Monday, September 12, 2011
The Rise and Rise of Bronte-Mania
Will the Bronte sisters finally reach the same level of interest that Jane Austen gets? The Guardian thinks that perhaps it's time.
From the piece...
James might be surprised to find that Jane Eyre and Wuthering Heights are both widely read and critically esteemed today. There's been no let-up, either, in attempts to translate them into different media: the Enthusiast's Guide to Jane Eyre Adaptations website lists 25 since the 1980s. New film versions of both novels are appearing this autumn: Cary Fukunaga's Jane Eyre (with a screenplay by Moira Buffini) was released on Friday, and Andrea Arnold's version of Wuthering Heights will follow in November. Still, the issue James raised back in 1905 remains pertinent. Is our infatuation with the Brontës more to do with their lives than with their work? How to explain their enduring popularity?
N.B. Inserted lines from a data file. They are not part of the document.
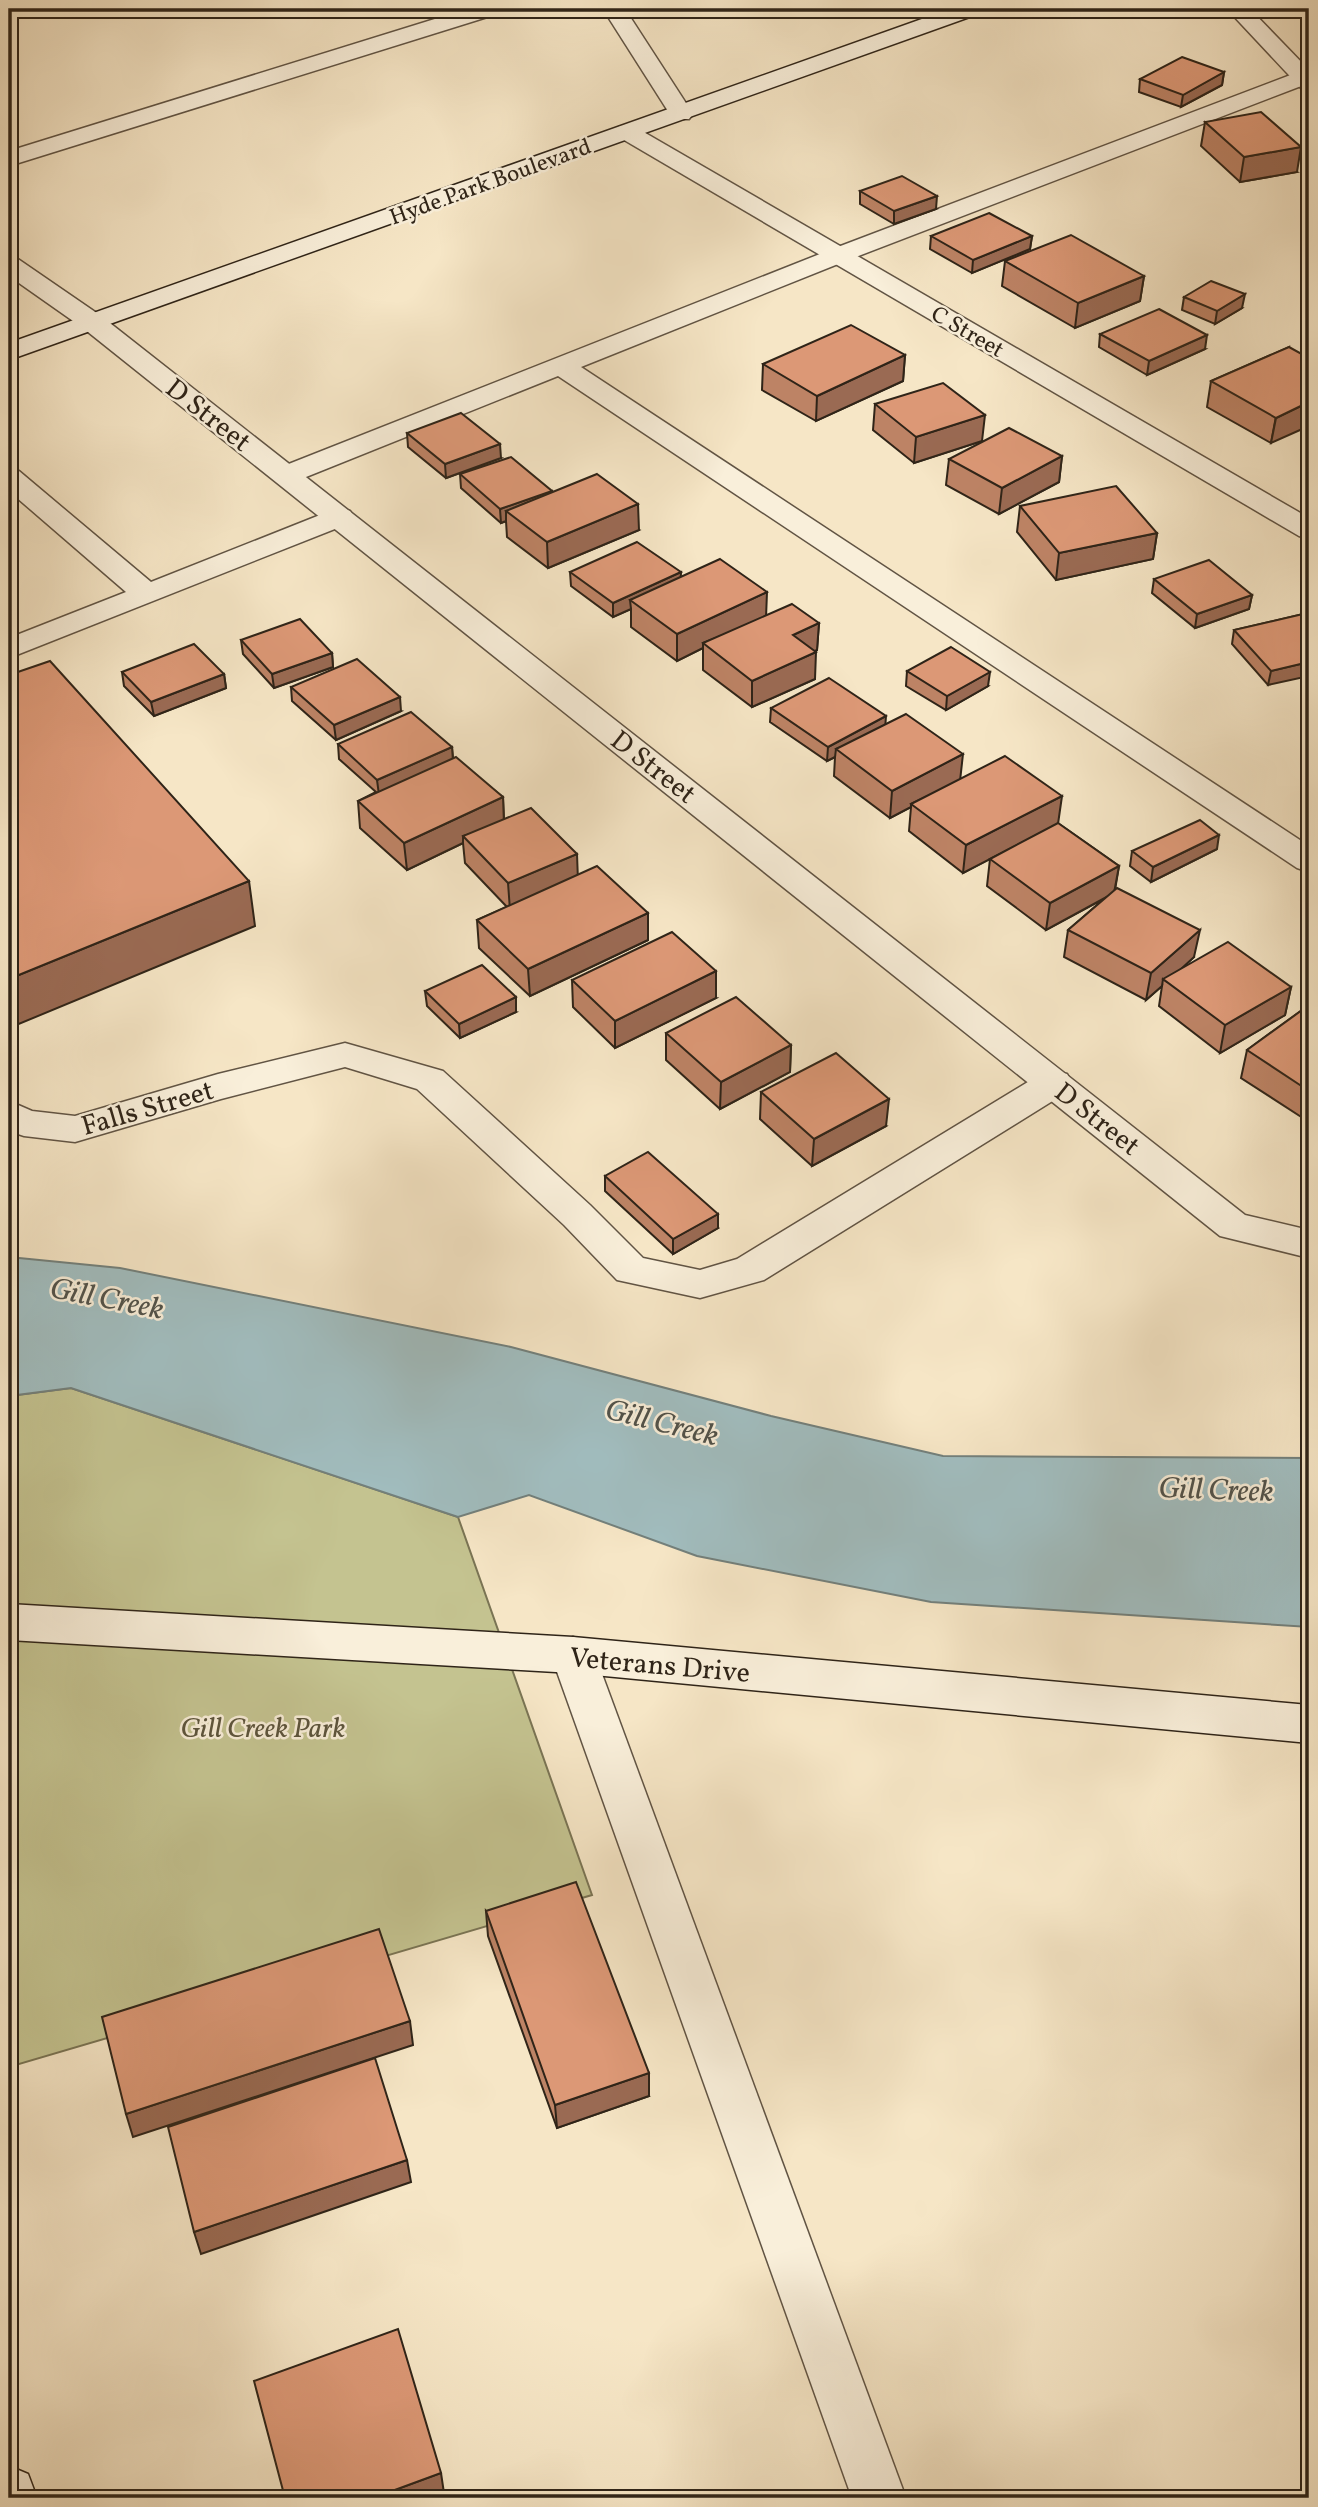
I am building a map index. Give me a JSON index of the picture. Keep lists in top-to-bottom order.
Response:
{
  "streets": {
    "street": [
      "Hyde Park Boulevard",
      "C Street",
      "D Street",
      "Falls Street",
      "Veterans Drive"
    ]
  },
  "crossings": [
    ["Hyde Park Boulevard", "C Street"],
    ["Hyde Park Boulevard", "D Street"],
    ["D Street", "Falls Street"]
  ],
  "water": ["Gill Creek"],
  "parks": ["Gill Creek Park"]
}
The fact there were three of them may be part of it. It's not just that the phenomenon of three siblings who all published poetry and fiction seems extraordinary (which other family can boast as much: the Sitwells?), but the number itself has a mythic or folkloric appeal: the three Fates, the three Furies, the three witches in Macbeth, the three daughters of Lear, the three bears. For some, the idea of these "three weird sisters" (as Ted Hughes called them, borrowing from Shakespeare) weaving their magic together is sinister in its resonance – the stuff of Grimm fairytales. For others, their encouragement of each other is as inspiring an image of sorority as the Sister Sledge song: "We are family, I got all my sisters with me." (Though they hadn't, Maria and Elizabeth having died in childhood).
More important is that the Brontë story remains unfinished; they may have been dead for more than a century and a half, but important new discoveries are still being made.